Low level GeoJson implementation
This is a request for either a rewrite or alternative implementation of the current GeoJson module found here. We need a high performance implementation that has a minimal memory footprint. The reasoning behind that is that geojson models should be scalable (eg. downstream we query the map for 1000 of features, the path currently taken to create those and the intermediate objects created for doing that isn't optimal atm).
Couple of thoughts to improve this:
- use primitive instead of objects where possible
- no need for AutoValue, implementation is based on a specification that doesn't change (often)
- if geojson models are immutable, use arrays instead of List
- limit method invocations & don't allocate memory if you can avoid it
- don't over abstract concepts if they can be expressed more simple
More information on performance tips here RFC of GeoJSON can be found here.
cc @mapbox/android
Thank you @tobrun for framing the issue and proposing some solutions. By looking at your list, looks like at list the following items would change the public API of the library:
use primitive instead of objects where possible no need for AutoValue, implementation is based on a specification that doesn't change (often) if geojson models are immutable, use arrays instead of List
Am I reading it right? If so, we need to 1) either wait until the next MAS SEMVER release (4.x) or 2) develop this new library as a new product with a different namespace.
Notes in OP were mostly about the internal management so probably we can keep the same public api though this is something that needs to be determined when scoping out. As first steps I would recommend writing up a test suite to tracks memory allocation / cpu usage for 1 feature up to a million features and compare that with the 2.2.9 version. After, we can scoop out what the impact would be to bring the notes from OP into play and use that same test suite as reference during implementation.
I did a bit of testing on how much memory Point takes in 2.x.x based code vs 3.0 (with AutoValue).
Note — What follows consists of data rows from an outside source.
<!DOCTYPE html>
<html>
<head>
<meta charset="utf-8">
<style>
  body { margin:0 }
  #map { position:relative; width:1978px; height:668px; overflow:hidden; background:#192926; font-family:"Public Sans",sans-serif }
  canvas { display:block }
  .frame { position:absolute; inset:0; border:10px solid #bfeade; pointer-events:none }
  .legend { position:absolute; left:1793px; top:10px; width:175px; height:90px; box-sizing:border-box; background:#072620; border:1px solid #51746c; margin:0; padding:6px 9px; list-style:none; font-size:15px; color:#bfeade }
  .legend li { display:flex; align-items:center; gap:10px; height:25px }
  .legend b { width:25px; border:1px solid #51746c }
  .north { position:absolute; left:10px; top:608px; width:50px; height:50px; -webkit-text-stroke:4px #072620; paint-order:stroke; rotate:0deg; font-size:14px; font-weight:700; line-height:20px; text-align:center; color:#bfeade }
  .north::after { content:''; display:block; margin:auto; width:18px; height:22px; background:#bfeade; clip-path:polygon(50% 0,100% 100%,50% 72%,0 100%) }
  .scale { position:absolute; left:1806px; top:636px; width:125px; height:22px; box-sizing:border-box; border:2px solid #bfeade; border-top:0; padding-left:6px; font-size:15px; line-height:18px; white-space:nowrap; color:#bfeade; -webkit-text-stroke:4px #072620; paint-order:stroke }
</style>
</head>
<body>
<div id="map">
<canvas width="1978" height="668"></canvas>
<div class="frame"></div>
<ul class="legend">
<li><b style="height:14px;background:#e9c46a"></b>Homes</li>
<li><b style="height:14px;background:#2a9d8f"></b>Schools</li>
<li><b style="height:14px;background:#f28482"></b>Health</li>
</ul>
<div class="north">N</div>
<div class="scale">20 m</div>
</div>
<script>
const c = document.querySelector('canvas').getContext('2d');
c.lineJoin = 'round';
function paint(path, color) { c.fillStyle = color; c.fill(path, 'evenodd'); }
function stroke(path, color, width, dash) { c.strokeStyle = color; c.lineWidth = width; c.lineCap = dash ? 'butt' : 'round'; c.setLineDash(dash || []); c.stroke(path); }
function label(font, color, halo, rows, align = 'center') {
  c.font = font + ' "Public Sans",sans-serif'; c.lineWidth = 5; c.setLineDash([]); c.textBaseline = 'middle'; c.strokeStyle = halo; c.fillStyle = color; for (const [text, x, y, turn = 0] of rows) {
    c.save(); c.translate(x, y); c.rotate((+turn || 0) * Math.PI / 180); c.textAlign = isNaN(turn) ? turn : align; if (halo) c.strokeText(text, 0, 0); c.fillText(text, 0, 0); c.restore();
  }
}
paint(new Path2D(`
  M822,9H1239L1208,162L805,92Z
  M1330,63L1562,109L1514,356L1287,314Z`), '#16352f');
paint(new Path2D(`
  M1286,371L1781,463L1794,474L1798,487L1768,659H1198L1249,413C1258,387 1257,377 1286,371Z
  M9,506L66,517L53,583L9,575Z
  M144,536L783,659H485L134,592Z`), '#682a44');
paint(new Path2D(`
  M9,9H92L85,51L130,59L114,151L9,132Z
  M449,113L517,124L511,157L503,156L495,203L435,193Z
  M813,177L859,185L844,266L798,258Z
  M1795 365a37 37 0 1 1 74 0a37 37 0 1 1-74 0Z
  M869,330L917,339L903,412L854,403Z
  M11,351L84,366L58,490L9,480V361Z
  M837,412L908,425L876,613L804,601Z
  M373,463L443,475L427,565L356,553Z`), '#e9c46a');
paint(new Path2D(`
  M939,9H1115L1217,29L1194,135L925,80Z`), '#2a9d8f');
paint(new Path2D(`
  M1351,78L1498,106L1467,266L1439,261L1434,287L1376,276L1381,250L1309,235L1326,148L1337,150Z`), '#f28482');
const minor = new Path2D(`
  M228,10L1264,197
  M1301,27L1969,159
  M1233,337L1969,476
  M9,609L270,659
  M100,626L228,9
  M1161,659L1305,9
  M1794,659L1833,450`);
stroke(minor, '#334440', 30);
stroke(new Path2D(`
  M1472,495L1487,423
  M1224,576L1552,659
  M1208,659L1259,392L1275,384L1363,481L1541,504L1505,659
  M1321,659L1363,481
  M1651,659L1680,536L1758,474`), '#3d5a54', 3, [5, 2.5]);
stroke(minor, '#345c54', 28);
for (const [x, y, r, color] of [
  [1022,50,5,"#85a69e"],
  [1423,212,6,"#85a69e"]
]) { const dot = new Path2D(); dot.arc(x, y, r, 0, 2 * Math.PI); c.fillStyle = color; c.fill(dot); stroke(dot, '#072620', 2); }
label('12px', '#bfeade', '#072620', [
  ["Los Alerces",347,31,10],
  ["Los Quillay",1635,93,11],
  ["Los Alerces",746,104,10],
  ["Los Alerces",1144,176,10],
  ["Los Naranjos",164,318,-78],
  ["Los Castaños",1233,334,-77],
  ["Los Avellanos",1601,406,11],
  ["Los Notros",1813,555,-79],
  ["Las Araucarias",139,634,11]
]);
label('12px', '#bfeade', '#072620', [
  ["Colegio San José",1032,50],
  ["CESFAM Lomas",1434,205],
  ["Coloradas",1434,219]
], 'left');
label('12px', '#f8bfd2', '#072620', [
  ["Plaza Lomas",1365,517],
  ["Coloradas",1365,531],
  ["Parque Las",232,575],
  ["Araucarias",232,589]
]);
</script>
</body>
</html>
| Number of points | size in 2.x.x mapbox-java | size in 3.0 mapbox.java |
|---|---|---|
| 1 | 48 | 76 |
| 100 | 4800 | 7600 |
| 10000 | 48000 | 76000 |
Also tried comparing loading of sample json with FeatureCollection:
{ "type": "FeatureCollection", "features": [ { "type": "Feature", "geometry": { "type": "Point", "coordinates": [ 102, 0.5 ] }, "properties": { "prop0": "value0" } }, { "type": "Feature", "geometry": { "type": "LineString", "coordinates": [ [ 102, 0 ], [ 103, 1 ], [ 104, 0 ], [ 105, 1 ] ] }, "properties": { "prop0": "value0", "prop1": 0 } }, { "type": "Feature", "geometry": { "type": "Polygon", "coordinates": [ [ [ 100, 0 ], [ 101, 0 ], [ 101, 1 ], [ 100, 1 ], [ 100, 0 ] ] ] }, "properties": { "prop0": "value0", "prop1": { "this": "that" } } } ] }
Here is Heap dump for 2.0 and 3.0 based mapbox-java

@osana Thanks for kicking off this work - what's your take on the results in https://github.com/mapbox/mapbox-java/issues/710#issuecomment-389204544 and https://github.com/mapbox/mapbox-java/issues/710#issuecomment-389222070 and what are the next steps?
Is this still in progress?
@zugaldia @tobrun I think the next steps could be as @tobrun points out
- remove AutoValue from geoJson as there is no real need
- If we want to go further, we can modify api for coordinates - that would be a semver-major change though. At the moment we have List<Double> for Point and List<Point>, List<List<Point>> for other Geometries. We can go back to double[] or something else. Ideally the solution should be immutable, which is not the case with either double[] or List<Double>
Thank you @osana. Let's start by having an implementation that doesn't rely on AutoValue to avoid the overhead. This could be based of the MAS v2.x code to speed things up. If SEMVER is a concern, let's build the prototype under a new namespace (e.g. com.mapbox.geojson2) in the same module and package. This comes with the advantage of being able to measure performance of both implementations side by side.
@zugaldia good idea to look at v2.x code and I agree that having two packages next to each other is a good way to compare.
Capturing from @mordag in https://github.com/mapbox/mapbox-gl-native/issues/14555 to look into replacing GSON with Jackson as parser which makes a lot of sense as our data model doesn't change (the geojson RFC makes sure of that).
Android JSON Parsers Comparison: https://medium.com/@IlyaEremin/android-json-parsers-comparison-2017-8b5221721e31
Looks like Jackson would perform best for our needs.
This issue has been automatically detected as stale because it has not had recent activity and will be archived. Thank you for your contributions.
This issue has been automatically detected as stale because it has not had recent activity and will be archived. Thank you for your contributions.